III. Baandhon (Assamese)
Like 9/11 in the U.S.A, 26/11 was emblazoned as a blood soaked time stamp in our nation’s psyche. When armed terrorists bombed a dozen locations across Mumbai in 2008, the spectre of Taj Hotel’s spires aflame for more than two days and three nights continues to haunt the survivors more than a decade later. Directed by Jahnu Barua, Baandhon (2012) dissects the crumbling relationship of an elderly couple from Guwahati who embark on a mission to search for their last living kin, their beloved grandson Pona, who is reported missing in the aftermath of the 26/11 terror attack. The film is a poignant exploration of the unpredictability of human existence. Produced by the Assam State Film (Finance and Development) Corporation Limited, its deft narration traces the butterfly effect of violence that ripples through a community for generations.
IV. Kathantara (Oriya)
Making landfall with a speed of 260 kph, the Super Cyclone of 1999 in Odisha ravaged essential communications infrastructure, flung people and cattle alike into the thorny embrace of trees, and swept away homes into the angry abyss of the ocean.

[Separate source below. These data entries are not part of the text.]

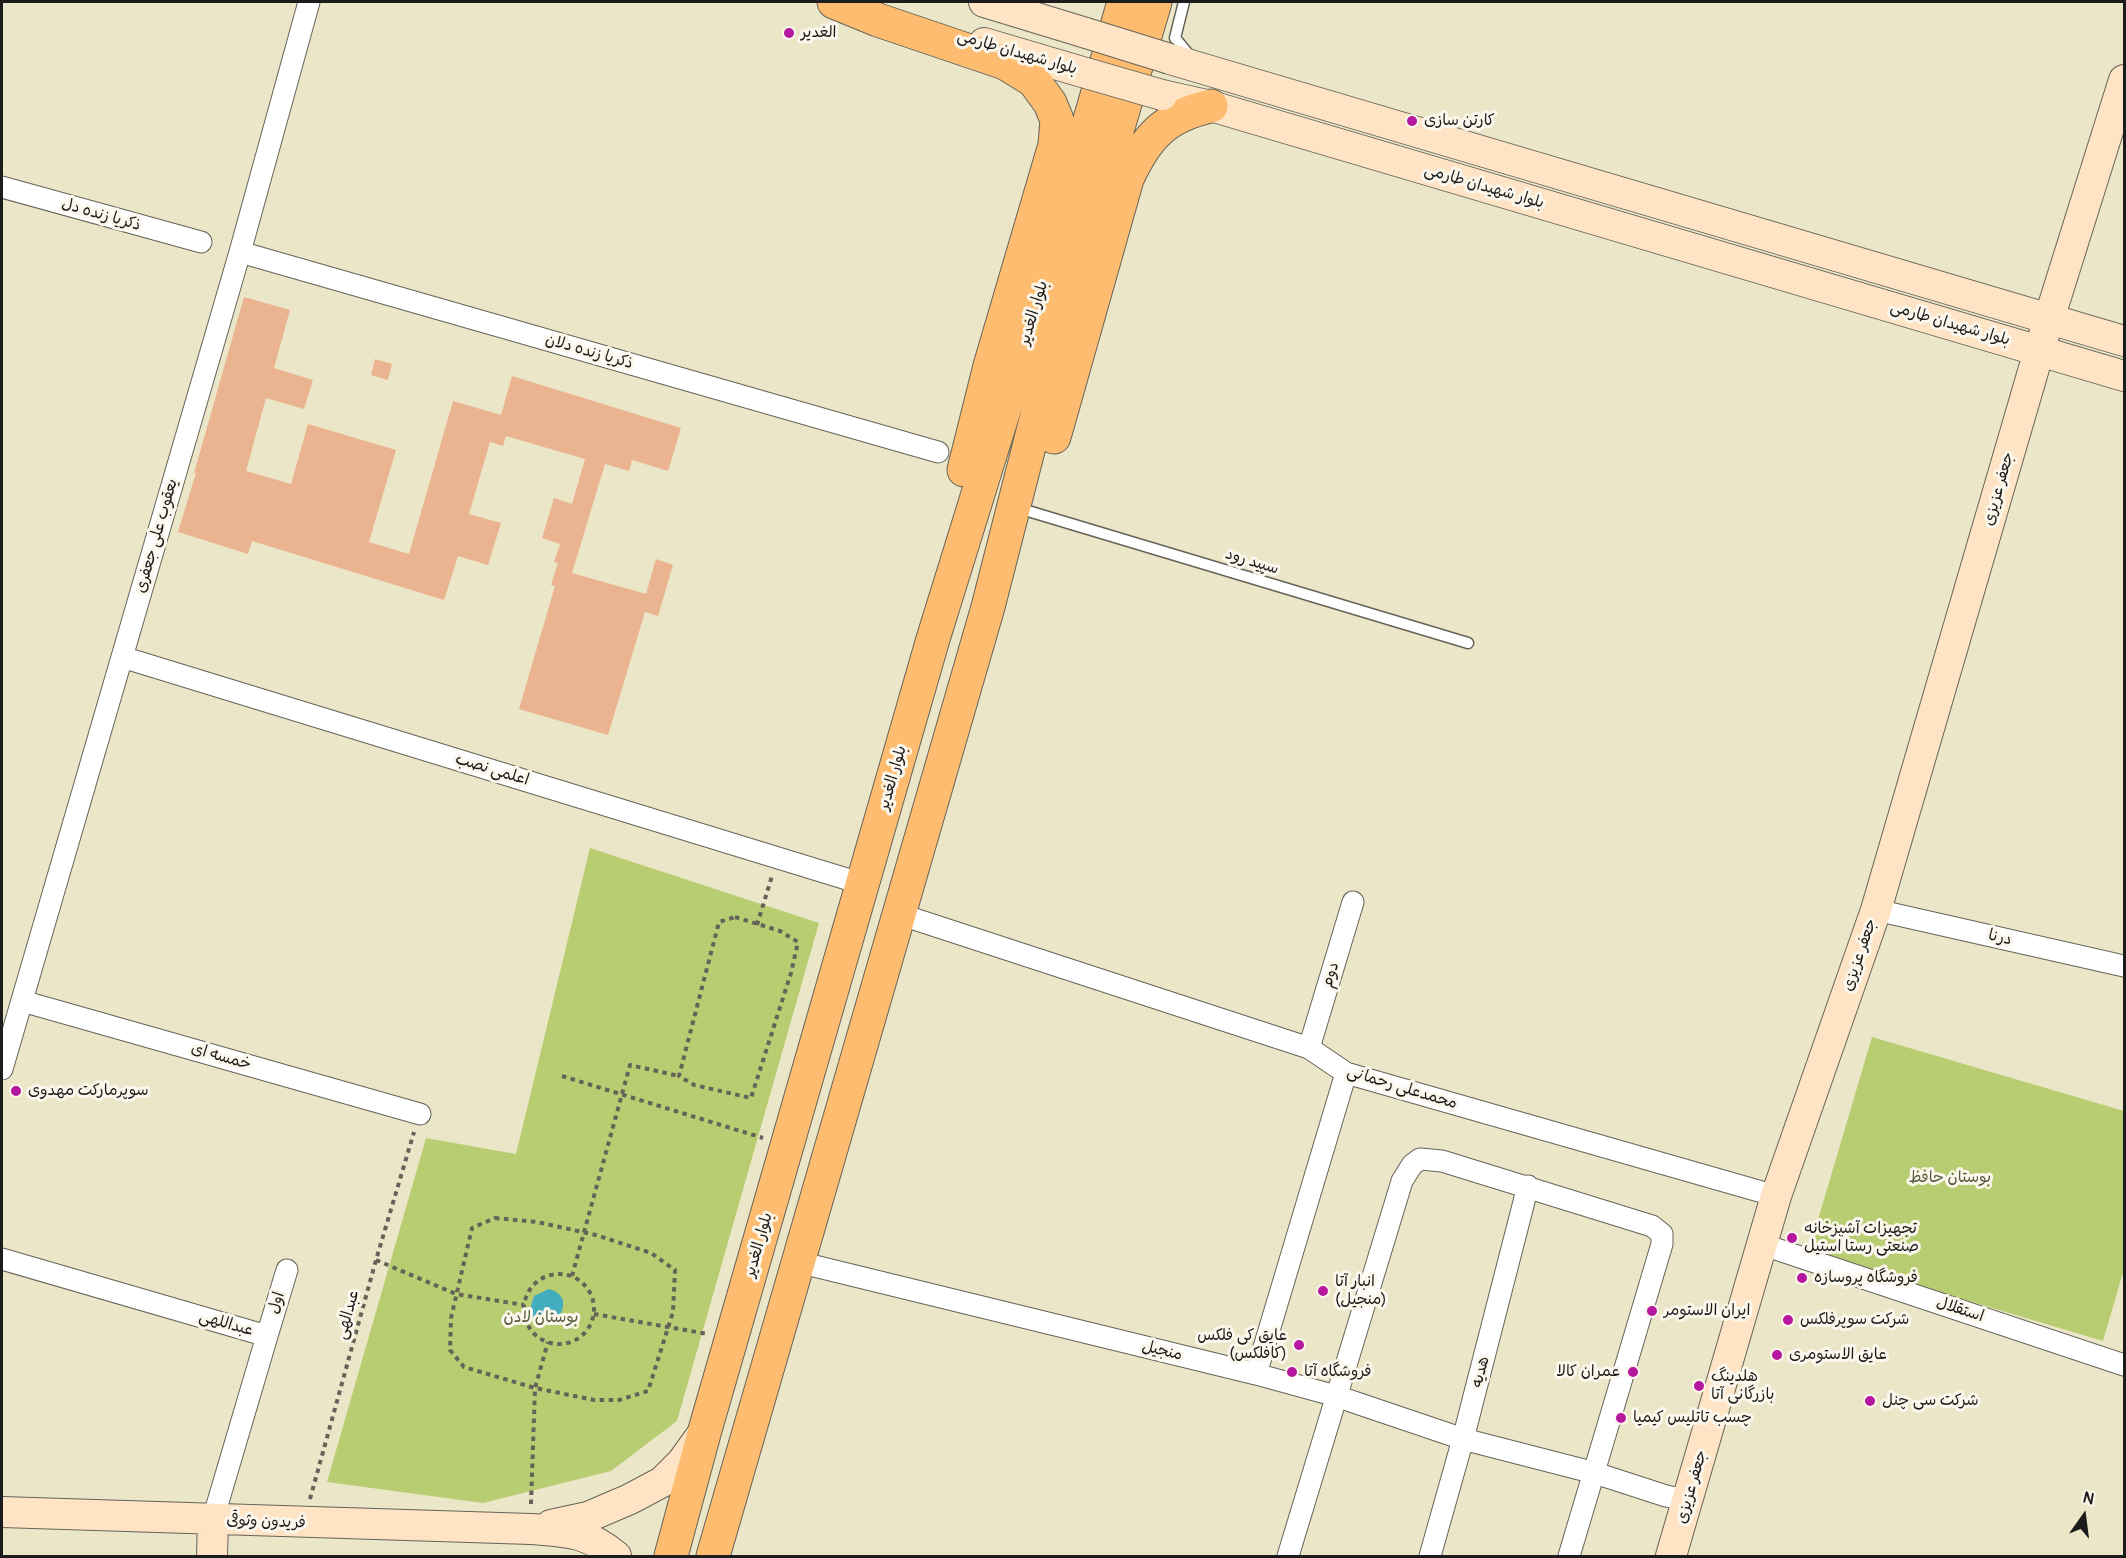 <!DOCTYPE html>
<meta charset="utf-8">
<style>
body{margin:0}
#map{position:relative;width:2126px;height:1558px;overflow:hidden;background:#ece6c8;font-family:Pangolin,sans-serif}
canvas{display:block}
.frame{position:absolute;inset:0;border:3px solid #1c1c1c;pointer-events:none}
.north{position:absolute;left:2054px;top:1486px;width:60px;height:60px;-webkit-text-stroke:4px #fbf7ec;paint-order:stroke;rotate:14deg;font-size:16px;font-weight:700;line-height:24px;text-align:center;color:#1c1c1c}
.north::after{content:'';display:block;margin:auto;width:21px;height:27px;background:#1c1c1c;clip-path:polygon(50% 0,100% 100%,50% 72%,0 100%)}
</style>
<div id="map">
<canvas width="2126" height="1558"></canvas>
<div class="frame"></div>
<div class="north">N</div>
</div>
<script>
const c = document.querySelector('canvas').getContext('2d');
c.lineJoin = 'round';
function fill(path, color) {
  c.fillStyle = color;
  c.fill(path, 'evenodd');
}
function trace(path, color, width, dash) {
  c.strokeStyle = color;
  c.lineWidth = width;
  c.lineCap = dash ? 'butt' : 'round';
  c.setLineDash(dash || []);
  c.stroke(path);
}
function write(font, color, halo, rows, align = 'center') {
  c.font = font + ' Pangolin,"Playpen Sans Arabic",sans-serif';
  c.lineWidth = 6;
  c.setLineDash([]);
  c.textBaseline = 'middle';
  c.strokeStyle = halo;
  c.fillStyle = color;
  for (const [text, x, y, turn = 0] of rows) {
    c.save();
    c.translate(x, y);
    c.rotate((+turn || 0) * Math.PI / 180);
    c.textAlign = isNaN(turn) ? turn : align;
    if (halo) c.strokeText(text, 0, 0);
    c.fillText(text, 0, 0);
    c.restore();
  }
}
const green = new Path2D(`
 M590,848L819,923L677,1421L611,1471L483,1503L327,1482L426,1138L516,1154Z
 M1872,1037L2124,1111V1269L2103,1341L1821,1257L1812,1240Z`);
const water = new Path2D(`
 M549,1289C565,1294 566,1304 559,1317L542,1322L532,1316L531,1306L534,1296Z`);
const building = new Path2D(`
 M244,297L290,310L274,368L313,380L304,409L266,398L246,471L291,484L308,424L396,450L369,542L409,554L453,401L501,415L512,376L681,428L668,471L632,460L629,471L605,464L572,573L646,594L656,559L673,565L658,616L645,612L608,735L519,709L555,586L551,585L558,563L554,562L560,544L542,538L554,498L572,504L585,459L506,436L503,446L490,442L469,514L501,523L488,565L458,556L444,600L252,541L248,554L178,532L196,473H194Z
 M375,359L392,364L388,380L371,375Z`);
const path = new Path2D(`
 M735,917L780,931L798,942L791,973L751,1098L694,1085L679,1076L719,922Z
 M757,925L772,876
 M562,1076L763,1138
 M495,1218L537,1222L596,1235L651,1253L675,1270L673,1312L648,1391L619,1400H594L535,1388L464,1367L450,1350L451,1318L472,1228Z
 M376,1260L456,1294L524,1305
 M524 1309a35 35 0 1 1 70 0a35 35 0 1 1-70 0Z
 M572,1276L630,1065L679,1076
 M594,1314L708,1334
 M310,1499L376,1260L414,1132
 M531,1504L535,1388L548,1342`);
const lane = new Path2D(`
 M1184,2L1175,38L1189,55
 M1028,511L1468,643`);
const street = new Path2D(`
 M2,187L201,242
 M240,252L938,452
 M122,657L863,884
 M1876,910L2124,966
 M899,914L1309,1048L1346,1073L1776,1196
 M22,1001L420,1114
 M1309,1048L1353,902
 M2,1069L240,252L309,2
 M1761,1244L2124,1365
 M2,1259L267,1336L213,1519
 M798,1262L1256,1374L1346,1073
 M267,1336L287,1270
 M1256,1374L1336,1396L1463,1439L1595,1473L1666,1496L1688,1500
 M1288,1556L1402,1181L1412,1165L1420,1159L1442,1161L1652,1226L1662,1234V1244L1569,1556
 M1430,1556L1463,1439L1528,1186`);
const secondary = new Path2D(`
 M984,2L1086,33
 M984,43L1072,69
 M1170,59L2124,341
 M1162,95L1211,106L2124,376
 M2,1512L531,1529C567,1532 586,1531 616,1556
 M551,1525L588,1517L630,1499L662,1482L682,1462L703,1433
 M212,1556L213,1519
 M1671,1556L1776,1196L1876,910L2039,351L2124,80`);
const primary = new Path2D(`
 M834,2L878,20L1005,63L1034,81L1050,103L1057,120L1055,145L990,366L964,470
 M1054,437L1127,179C1146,137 1165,116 1211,106
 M671,1556L705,1430L933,639L1035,310L1124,2
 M713,1556L988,607L1064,310L1155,2`);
const secondaryBridge = new Path2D(`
 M1086,33L1170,59
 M1072,69L1162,95`);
const markers = [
 [789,33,6,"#b5179e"],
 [1412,121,6,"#b5179e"],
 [16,1091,6,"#b5179e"],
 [1792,1238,6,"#b5179e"],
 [1802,1278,6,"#b5179e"],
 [1323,1291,6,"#b5179e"],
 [1652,1311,6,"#b5179e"],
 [1788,1320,6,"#b5179e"],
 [1299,1345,6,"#b5179e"],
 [1777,1355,6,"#b5179e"],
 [1292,1372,6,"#b5179e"],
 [1633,1372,6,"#b5179e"],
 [1699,1386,6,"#b5179e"],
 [1870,1401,6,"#b5179e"],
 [1621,1418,6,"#b5179e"]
];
const poiNames = [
 ["الغدیر",801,33],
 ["کارتن سازی",1424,121],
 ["سوپرمارکت مهدوی",28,1091],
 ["تجهیزات آشپزخانه",1804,1229],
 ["صنعتی رستا استیل",1804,1247],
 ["فروشگاه پروسازه",1814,1278],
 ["انبار آتا",1335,1282],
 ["(منجیل)",1335,1300],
 ["ایران الاستومر",1664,1311],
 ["شرکت سوپرفلکس",1800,1320],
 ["عایق کی فلکس",1287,1336,"right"],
 ["(کافلکس)",1287,1354,"right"],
 ["عایق الاستومری",1789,1355],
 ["فروشگاه آتا",1304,1372],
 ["عمران کالا",1621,1372,"right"],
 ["هلدینگ",1711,1377],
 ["بازرگانی آتا",1711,1395],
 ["شرکت سی چنل",1882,1401],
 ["چسب تاتلیس کیمیا",1633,1418]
];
const streetNames = [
 ["بلوار شهیدان طارمی",1017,53,16],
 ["بلوار شهیدان طارمی",1484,187,16],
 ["ذکریا زنده دل",101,215,16],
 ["بلوار الغدیر",1034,313,-73],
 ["بلوار شهیدان طارمی",1950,324,16],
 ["ذکریا زنده دلان",589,352,16],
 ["جعفر عزیزی",1999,489,-74],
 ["یعقوب علی جعفری",157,536,-74],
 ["سپید رود",1252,562,17],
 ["اعلمی نصب",492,770,17],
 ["بلوار الغدیر",893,778,-74],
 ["درنا",2000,938,13],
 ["جعفر عزیزی",1860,955,-71],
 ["دوم",1331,975,-73],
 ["خمسه ای",221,1057,16],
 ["محمدعلی رحمانی",1402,1088,17],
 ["بلوار الغدیر",759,1245,-74],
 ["اول",277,1303,-73],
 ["استقلال",1960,1310,18],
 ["عبدالهی",348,1315,-75],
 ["عبداللهی",226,1324,16],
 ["منجیل",1162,1351,14],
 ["هدیه",1481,1372,-76],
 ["جعفر عزیزی",1692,1487,-74],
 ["فریدون وثوقی",266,1522,2]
];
const parkNames = [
 ["بوستان حافظ",1950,1178],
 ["بوستان لادن",541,1318]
];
fill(green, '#b8cd71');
fill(water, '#41adbf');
fill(building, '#e9b48f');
trace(lane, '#656358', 13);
trace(street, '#656358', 23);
trace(secondary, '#656358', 32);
trace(primary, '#656358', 35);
trace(path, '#656358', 4, [4.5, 4.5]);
trace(lane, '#fff', 10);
trace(street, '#fff', 21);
trace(secondary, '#fee4c5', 30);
trace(primary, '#fdbc6f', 33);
trace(secondaryBridge, '#656358', 32, []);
trace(secondaryBridge, '#fee4c5', 30);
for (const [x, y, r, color] of markers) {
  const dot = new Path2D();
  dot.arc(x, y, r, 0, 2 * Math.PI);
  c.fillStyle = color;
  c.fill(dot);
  trace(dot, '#fbf7ec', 2);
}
write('16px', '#1c1c1c', '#fbf7ec', poiNames, 'left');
write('16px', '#1c1c1c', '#fbf7ec', streetNames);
write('16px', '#535a3a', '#fbf7ec', parkNames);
</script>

Directed by Himanshu Sekhar Khatua, Kathantara (2007) revolves around a young widow, Kalpana, who has resolved to end her life instead of continuing in the bleak vacuum left behind by all the people she has lost. Dipankar, a young journalist from across the border rekindles in her a romantic longing for her birthplace in Bangladesh, the fabled land her father left behind during Partition. Fascinatingly nuanced in delineating the nexus of NGOs, government compensation money, and embedded journalists, the narrative sheds copious light on unsolicited publicity that brings nothing of value to the survivors.
V. Bhopal Express (Hindi)
In the early December of 1984, a pesticide plant in Bhopal (Madhya Pradesh) owned by American firm Union Carbide Corporation released more than 30 tonnes of methyl isocyanate gas, eviscerating close to 15,000 people and going down in history as India’s first major industrial disaster.
Directed by Mahesh Mathai, Bhopal Express (1999) impinges upon the endearing travails of a newly wed couple struggling to start a family as Verma accepts a supervising position at the Union Carbide plant, overlooking the warnings of his friend Bashir who has recently quit complaining of the unsafe working conditions. Survival dramas such as this have a unique way of captivating audiences, challenging personal endurance, and exploring the indomitable spirit of individuals when faced with harrowing circumstances.
Moreover, these films also incorporate the ugly reality of living in a bruised and dying planet plagued by hyper-consumerism and profiteering multinational companies. By announcing 2018 as India’s official entry to the 2024 Oscars, the chairman of the Film Federation of India’s (FFI) selection committee, Girish Kasaravalli, has decisively acknowledged the relevance of climate change in our current cultural zeitgeist.